PROBLEM STATEMENT => Starting at the first line and ending at the one with "filter:drop-shadow(2px 0 #c2bbae)", give the lines of the listing again exactly, and nothing else; skip the pictures.

RECORD EXTRACTS =>
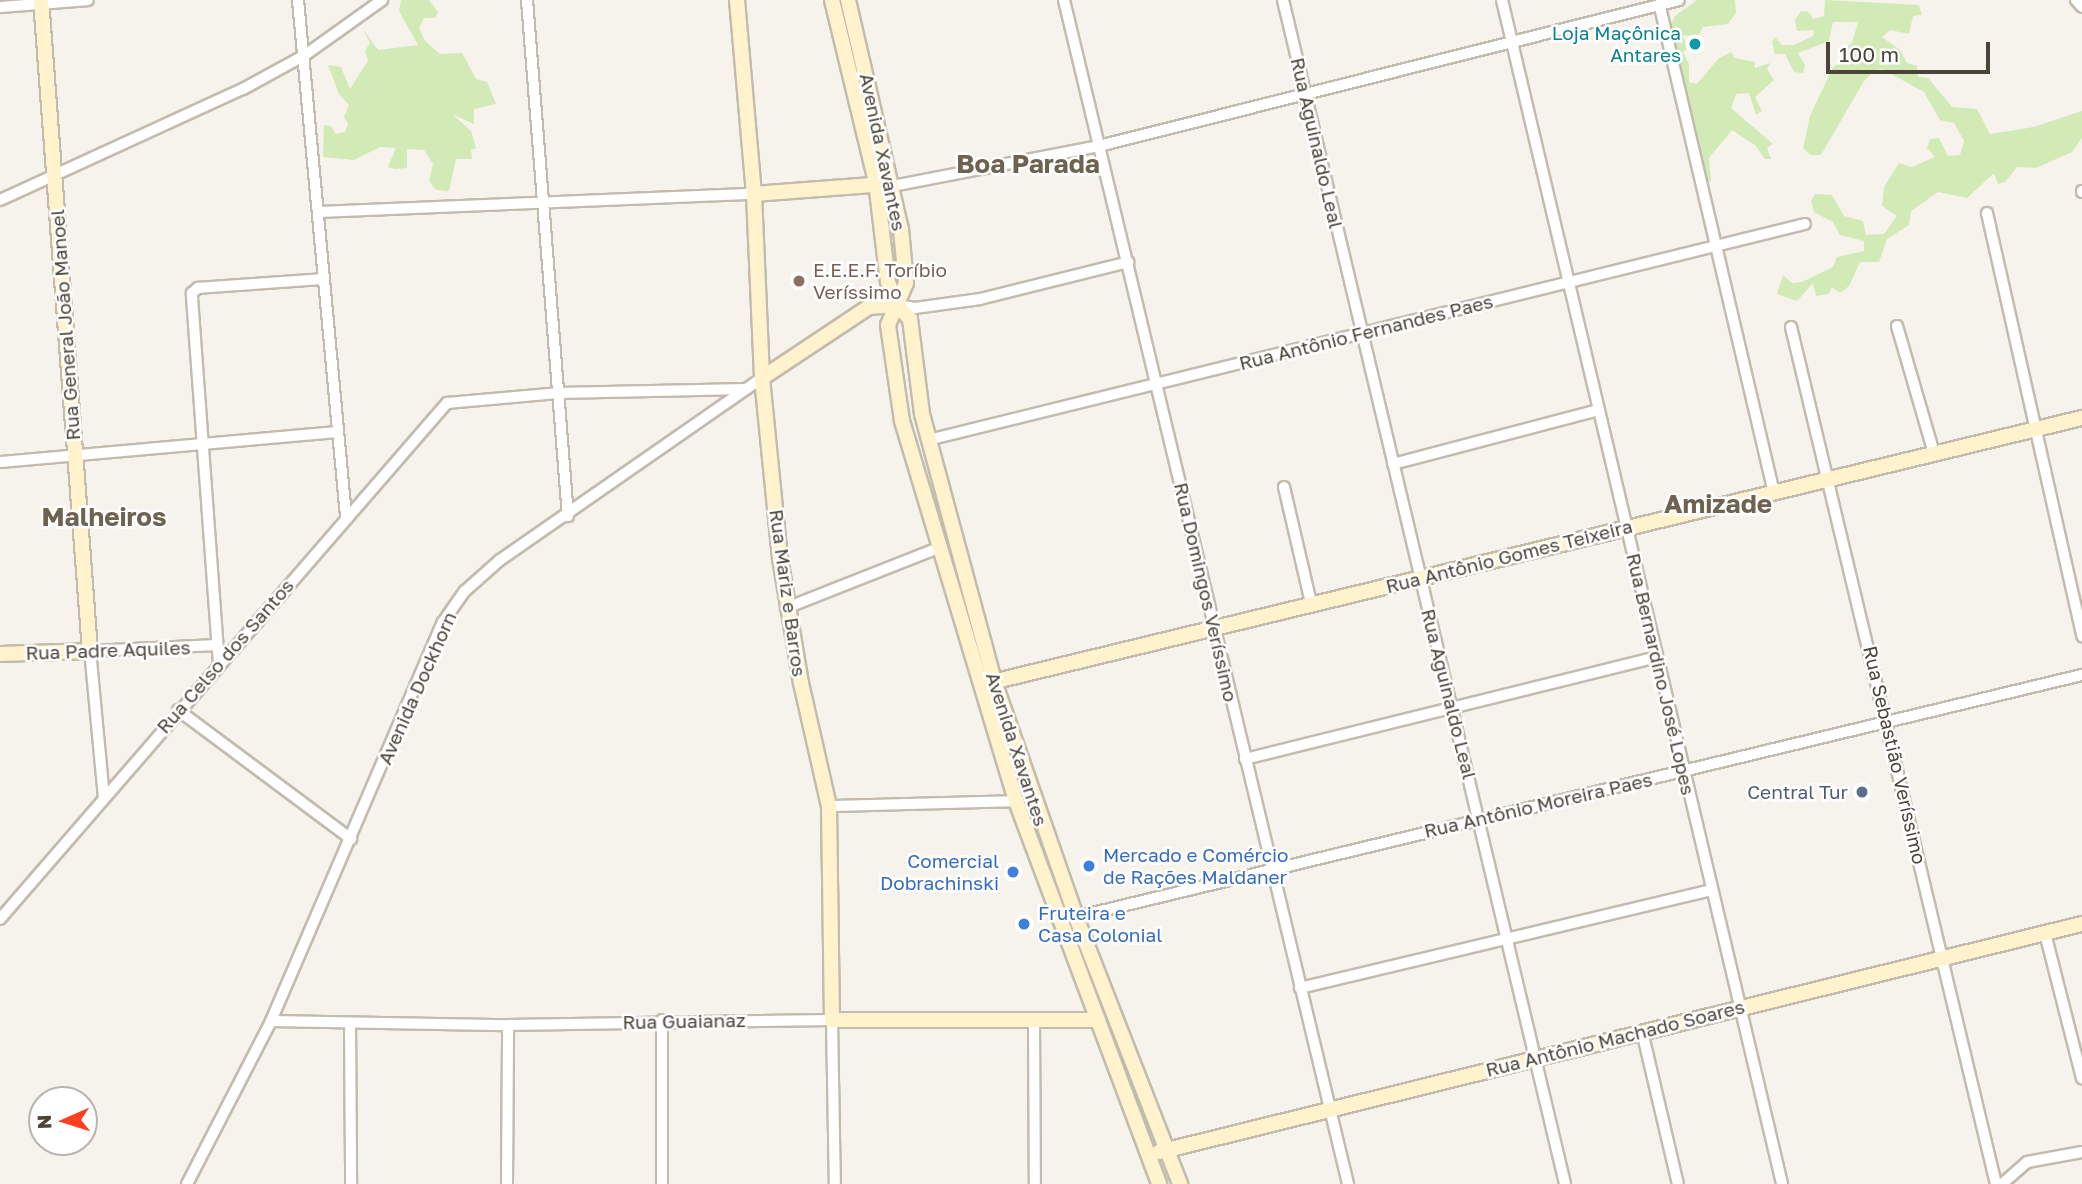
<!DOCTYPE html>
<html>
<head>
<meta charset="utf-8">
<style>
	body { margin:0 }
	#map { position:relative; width:2082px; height:1184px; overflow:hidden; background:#f6f3ec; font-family:"Golos Text",sans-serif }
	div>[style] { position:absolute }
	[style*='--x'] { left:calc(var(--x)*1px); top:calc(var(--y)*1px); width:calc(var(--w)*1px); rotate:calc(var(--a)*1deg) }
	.green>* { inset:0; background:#d2eab5 }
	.roads { filter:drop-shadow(2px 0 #c2bbae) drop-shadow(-2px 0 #c2bbae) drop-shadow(0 2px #c2bbae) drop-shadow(0 -2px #c2bbae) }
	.street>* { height:10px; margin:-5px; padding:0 5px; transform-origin:5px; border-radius:5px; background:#fff }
	.secondary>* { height:14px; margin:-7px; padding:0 7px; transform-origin:7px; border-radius:7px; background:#fff3cd }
	.dots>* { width:19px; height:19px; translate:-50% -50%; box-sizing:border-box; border:4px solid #fff; border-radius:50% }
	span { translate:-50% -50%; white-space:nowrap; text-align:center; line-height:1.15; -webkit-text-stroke:5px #fff; paint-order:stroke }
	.culture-label { font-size:19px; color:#0d838f }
	.right { translate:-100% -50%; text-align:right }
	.street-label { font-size:19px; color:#4b4439 }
	.education-label { font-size:19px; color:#785e54 }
	.left { translate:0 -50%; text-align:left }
	.service-label { font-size:19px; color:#4e5e75 }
	.shop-label { font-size:19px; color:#366cbe }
	.district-label { font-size:26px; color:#6e6250; font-weight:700 }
	.north { position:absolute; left:28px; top:1086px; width:70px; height:70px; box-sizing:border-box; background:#fff; border:2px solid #b7b4b0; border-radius:50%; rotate:267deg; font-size:19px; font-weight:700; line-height:28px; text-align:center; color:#4b4439 }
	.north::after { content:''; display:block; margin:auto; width:24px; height:32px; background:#fc3f1d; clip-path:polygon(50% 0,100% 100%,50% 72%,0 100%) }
	.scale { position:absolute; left:1826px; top:42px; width:164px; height:32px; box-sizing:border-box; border:4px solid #4b4439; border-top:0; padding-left:9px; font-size:21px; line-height:24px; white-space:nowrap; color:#4b4439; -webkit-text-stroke:5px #fff; paint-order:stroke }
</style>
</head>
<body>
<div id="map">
	<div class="green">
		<div style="clip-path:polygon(401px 0,429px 0,438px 12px,435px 18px,424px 18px,419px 28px,425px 41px,440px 54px,462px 53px,476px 79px,487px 82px,496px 104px,474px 109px,474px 124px,452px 114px,471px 131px,476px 148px,471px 150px,472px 159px,456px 159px,449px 191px,436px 190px,429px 181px,433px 164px,424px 150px,407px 149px,407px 168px,395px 169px,388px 167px,396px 148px,380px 147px,354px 160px,323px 157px,324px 125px,331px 126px,336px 134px,345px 132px,348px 124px,344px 117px,349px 105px,339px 94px,328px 65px,341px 67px,350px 89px,368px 61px,365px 51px,370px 43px,363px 29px,378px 50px,418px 45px,399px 11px)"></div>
		<div style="clip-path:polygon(1697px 0,1735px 0,1736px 13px,1728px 24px,1703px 27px,1698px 37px,1681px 35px,1689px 47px,1683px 52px,1689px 64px,1689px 82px,1697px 84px,1719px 58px,1731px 52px,1735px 58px,1755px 62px,1755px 68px,1770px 63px,1767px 69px,1774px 80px,1755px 97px,1762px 111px,1756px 115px,1749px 93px,1736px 94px,1731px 108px,1773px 144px,1767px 148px,1771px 159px,1765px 159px,1755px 145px,1732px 130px,1709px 158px,1711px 181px,1706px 181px,1694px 144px,1669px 27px,1675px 16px)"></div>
		<div style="clip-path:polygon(1825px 0,1919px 5px,1922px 15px,1913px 16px,1909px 34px,1890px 30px,1882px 37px,1900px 50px,1907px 63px,1917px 66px,1918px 77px,1928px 78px,1952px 107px,1977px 109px,1990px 134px,2034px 127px,2082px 111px,2082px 138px,2072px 152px,2036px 168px,2017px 167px,2005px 182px,1998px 184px,1994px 173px,1967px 198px,1938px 192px,1911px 211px,1909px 225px,1887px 239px,1879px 262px,1860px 262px,1849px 286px,1840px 293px,1832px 287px,1829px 294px,1816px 296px,1813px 283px,1797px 301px,1777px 294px,1783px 275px,1792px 283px,1802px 282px,1833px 267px,1837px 257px,1864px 251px,1864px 241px,1840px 235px,1833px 222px,1814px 212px,1811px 201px,1815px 194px,1832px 195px,1844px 216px,1863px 221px,1866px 235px,1884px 234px,1897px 216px,1882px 206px,1884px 187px,1899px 163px,1912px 167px,1935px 157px,1927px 148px,1930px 139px,1939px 138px,1948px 156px,1960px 155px,1964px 141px,1954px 123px,1940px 120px,1924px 92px,1882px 69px,1875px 70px,1864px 81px,1821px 155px,1810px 155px,1803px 148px,1810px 116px,1833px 67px,1845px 60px,1845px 48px,1852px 43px,1858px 22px,1833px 22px,1829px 41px,1798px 53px,1805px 65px,1803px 73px,1794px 72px,1785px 54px,1775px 54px,1772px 42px,1775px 37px,1782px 45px,1794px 45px,1813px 36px,1814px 30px,1797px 31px,1795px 20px,1801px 11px,1809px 12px,1813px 19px,1824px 16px)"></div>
	</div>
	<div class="roads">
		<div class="street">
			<div style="--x:298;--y:0;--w:518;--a:84.69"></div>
			<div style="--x:527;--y:0;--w:518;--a:85.46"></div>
			<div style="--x:1064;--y:0;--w:1218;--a:76.51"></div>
			<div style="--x:1283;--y:0;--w:1217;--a:76.6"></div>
			<div style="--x:1502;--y:0;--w:1217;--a:76.69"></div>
			<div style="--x:2076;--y:0;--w:9;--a:49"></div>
			<div style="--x:0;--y:7;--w:88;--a:-4.5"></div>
			<div style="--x:1660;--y:7;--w:498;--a:76.8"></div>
			<div style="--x:893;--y:186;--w:210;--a:-11"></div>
			<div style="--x:1099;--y:146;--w:598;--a:-14.13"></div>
			<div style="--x:2082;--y:191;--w:1;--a:90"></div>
			<div style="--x:0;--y:200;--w:267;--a:-24.6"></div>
			<div style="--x:243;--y:89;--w:71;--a:-28.7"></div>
			<div style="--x:305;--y:55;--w:95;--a:-35.5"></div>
			<div style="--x:318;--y:212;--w:436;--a:-2.4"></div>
			<div style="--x:1987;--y:213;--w:434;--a:77.3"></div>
			<div style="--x:897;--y:305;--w:18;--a:9"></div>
			<div style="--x:915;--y:308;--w:66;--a:-7.9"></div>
			<div style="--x:980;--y:299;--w:153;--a:-14"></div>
			<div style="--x:1897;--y:326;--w:132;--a:73.8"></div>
			<div style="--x:1791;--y:327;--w:881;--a:76.55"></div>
			<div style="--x:928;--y:440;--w:903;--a:-13.84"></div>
			<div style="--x:0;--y:462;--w:339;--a:-5.1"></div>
			<div style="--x:1393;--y:464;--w:213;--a:-14.7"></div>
			<div style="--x:1284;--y:487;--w:119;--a:76.9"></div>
			<div style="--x:786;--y:608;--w:163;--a:-21.5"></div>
			<div style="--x:219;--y:665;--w:373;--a:-94.2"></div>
			<div style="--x:192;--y:293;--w:8;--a:-40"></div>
			<div style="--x:198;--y:288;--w:126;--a:-4.1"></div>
			<div style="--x:178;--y:710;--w:216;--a:36.7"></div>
			<div style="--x:1245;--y:759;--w:424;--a:-13.9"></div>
			<div style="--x:104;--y:798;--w:148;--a:-95.4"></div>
			<div style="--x:90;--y:651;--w:127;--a:-2.7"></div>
			<div style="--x:829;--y:806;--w:187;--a:-1.5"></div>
			<div style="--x:1076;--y:917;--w:1035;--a:-13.53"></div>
			<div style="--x:0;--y:919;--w:683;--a:-49.1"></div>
			<div style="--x:447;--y:403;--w:111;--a:-5.1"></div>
			<div style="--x:558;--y:393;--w:188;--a:-1.2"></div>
			<div style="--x:2045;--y:933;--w:150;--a:75.7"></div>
			<div style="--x:1300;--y:988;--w:423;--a:-13.4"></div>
			<div style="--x:662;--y:1020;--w:164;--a:90"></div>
			<div style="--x:1034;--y:1020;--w:164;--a:89.7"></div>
			<div style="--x:271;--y:1021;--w:237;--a:1"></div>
			<div style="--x:508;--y:1025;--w:324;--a:-0.9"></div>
			<div style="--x:832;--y:1020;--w:164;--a:89"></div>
			<div style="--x:350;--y:1023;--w:161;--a:89.6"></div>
			<div style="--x:1642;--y:1031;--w:157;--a:76.8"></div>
			<div style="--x:187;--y:1184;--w:183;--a:-62.7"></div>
			<div style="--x:271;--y:1021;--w:434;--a:-66.7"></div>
			<div style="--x:443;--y:622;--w:38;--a:-55"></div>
			<div style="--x:465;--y:591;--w:47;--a:-41.5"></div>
			<div style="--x:500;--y:560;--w:319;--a:-34.8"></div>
			<div style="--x:507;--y:1184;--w:159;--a:-89.6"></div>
			<div style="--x:2002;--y:1184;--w:33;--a:-41"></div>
			<div style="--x:2027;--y:1162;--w:56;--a:-10.3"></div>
		</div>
		<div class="secondary">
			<div style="--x:737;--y:0;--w:195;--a:85"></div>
			<div style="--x:754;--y:194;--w:184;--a:87.5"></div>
			<div style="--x:762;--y:378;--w:181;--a:84.3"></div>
			<div style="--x:780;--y:558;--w:127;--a:80.5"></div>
			<div style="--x:801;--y:683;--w:126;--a:77.2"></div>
			<div style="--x:829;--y:806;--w:214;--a:89.2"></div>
			<div style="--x:832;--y:1020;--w:266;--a:0"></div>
			<div style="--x:832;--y:0;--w:187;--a:76.4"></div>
			<div style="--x:876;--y:182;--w:101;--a:83.2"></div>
			<div style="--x:888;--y:282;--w:25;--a:69"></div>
			<div style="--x:897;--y:305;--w:19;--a:47"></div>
			<div style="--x:910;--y:319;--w:96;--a:82.8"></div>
			<div style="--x:922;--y:414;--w:277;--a:74.9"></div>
			<div style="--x:994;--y:681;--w:250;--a:70.8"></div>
			<div style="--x:1076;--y:917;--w:287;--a:68.7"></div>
			<div style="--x:848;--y:0;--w:235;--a:77"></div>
			<div style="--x:901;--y:229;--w:54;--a:84.7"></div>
			<div style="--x:906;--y:283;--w:46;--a:113.2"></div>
			<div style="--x:888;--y:325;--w:97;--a:81.7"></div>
			<div style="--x:902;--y:421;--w:397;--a:73.3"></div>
			<div style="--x:1016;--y:801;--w:409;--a:69.5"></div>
			<div style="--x:754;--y:194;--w:131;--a:-4.4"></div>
			<div style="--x:762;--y:378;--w:128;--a:-33.6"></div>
			<div style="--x:869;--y:307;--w:28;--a:-4"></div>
			<div style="--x:0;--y:654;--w:90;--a:-1.9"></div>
			<div style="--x:90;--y:651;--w:653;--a:-94.3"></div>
			<div style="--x:988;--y:683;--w:1126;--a:-13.62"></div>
			<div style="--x:1159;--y:1152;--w:951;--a:-13.88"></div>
		</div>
	</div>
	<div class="dots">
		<div style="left:1695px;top:44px;background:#0f9aa8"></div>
		<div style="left:799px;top:281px;background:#8d6e63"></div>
		<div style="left:1862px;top:792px;background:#5c6f8a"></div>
		<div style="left:1089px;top:866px;background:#3f7fe0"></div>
		<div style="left:1013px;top:872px;background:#3f7fe0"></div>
		<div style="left:1024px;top:924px;background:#3f7fe0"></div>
	</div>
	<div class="culture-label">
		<span class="right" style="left:1681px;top:44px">Loja Maçônica<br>Antares</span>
	</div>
	<div class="street-label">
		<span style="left:1317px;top:143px;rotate:77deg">Rua Aguinaldo Leal</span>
		<span style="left:883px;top:152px;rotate:78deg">Avenida Xavantes</span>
		<span style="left:65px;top:325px;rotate:-94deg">Rua General João Manoel</span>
		<span style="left:1366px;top:332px;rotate:-14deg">Rua Antônio Fernandes Paes</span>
		<span style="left:1509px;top:556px;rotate:-14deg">Rua Antônio Gomes Teixeira</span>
		<span style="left:1206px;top:592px;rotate:77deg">Rua Domingos Veríssimo</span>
		<span style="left:788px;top:593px;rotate:82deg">Rua Mariz e Barros</span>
		<span style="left:108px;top:650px;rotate:-2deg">Rua Padre Aquiles</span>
		<span style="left:225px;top:656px;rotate:-49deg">Rua Celso dos Santos</span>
		<span style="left:1661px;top:674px;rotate:77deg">Rua Bernardino José Lopes</span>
		<span style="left:417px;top:688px;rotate:-66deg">Avenida Dockhorn</span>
		<span style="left:1449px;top:694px;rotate:76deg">Rua Aguinaldo Leal</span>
		<span style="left:1017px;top:749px;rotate:72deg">Avenida Xavantes</span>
		<span style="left:1895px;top:755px;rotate:77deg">Rua Sebastião Veríssimo</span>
		<span style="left:1538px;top:805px;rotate:-13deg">Rua Antônio Moreira Paes</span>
		<span style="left:684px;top:1021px;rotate:-1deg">Rua Guaianaz</span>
		<span style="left:1615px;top:1038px;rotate:-14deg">Rua Antônio Machado Soares</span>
	</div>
	<div class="education-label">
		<span class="left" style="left:813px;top:281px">E.E.E.F. Toríbio<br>Veríssimo</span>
	</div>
	<div class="service-label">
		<span class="right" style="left:1848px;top:792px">Central Tur</span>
	</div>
	<div class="shop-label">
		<span class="left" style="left:1103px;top:866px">Mercado e Comércio<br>de Rações Maldaner</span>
		<span class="right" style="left:999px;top:872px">Comercial<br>Dobrachinski</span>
		<span class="left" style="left:1038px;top:924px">Fruteira e<br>Casa Colonial</span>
	</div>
	<div class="district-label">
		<span style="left:1028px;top:164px">Boa Parada</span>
		<span style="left:1718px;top:504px">Amizade</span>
		<span style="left:104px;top:517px">Malheiros</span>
	</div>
	<div class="north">N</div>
	<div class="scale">100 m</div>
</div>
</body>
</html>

EXERCISE ANSWER =>
<!DOCTYPE html>
<html>
<head>
<meta charset="utf-8">
<style>
	body { margin:0 }
	#map { position:relative; width:2082px; height:1184px; overflow:hidden; background:#f6f3ec; font-family:"Golos Text",sans-serif }
	div>[style] { position:absolute }
	[style*='--x'] { left:calc(var(--x)*1px); top:calc(var(--y)*1px); width:calc(var(--w)*1px); rotate:calc(var(--a)*1deg) }
	.green>* { inset:0; background:#d2eab5 }
	.roads { filter:drop-shadow(2px 0 #c2bbae) drop-shadow(-2px 0 #c2bbae) drop-shadow(0 2px #c2bbae) drop-shadow(0 -2px #c2bbae) }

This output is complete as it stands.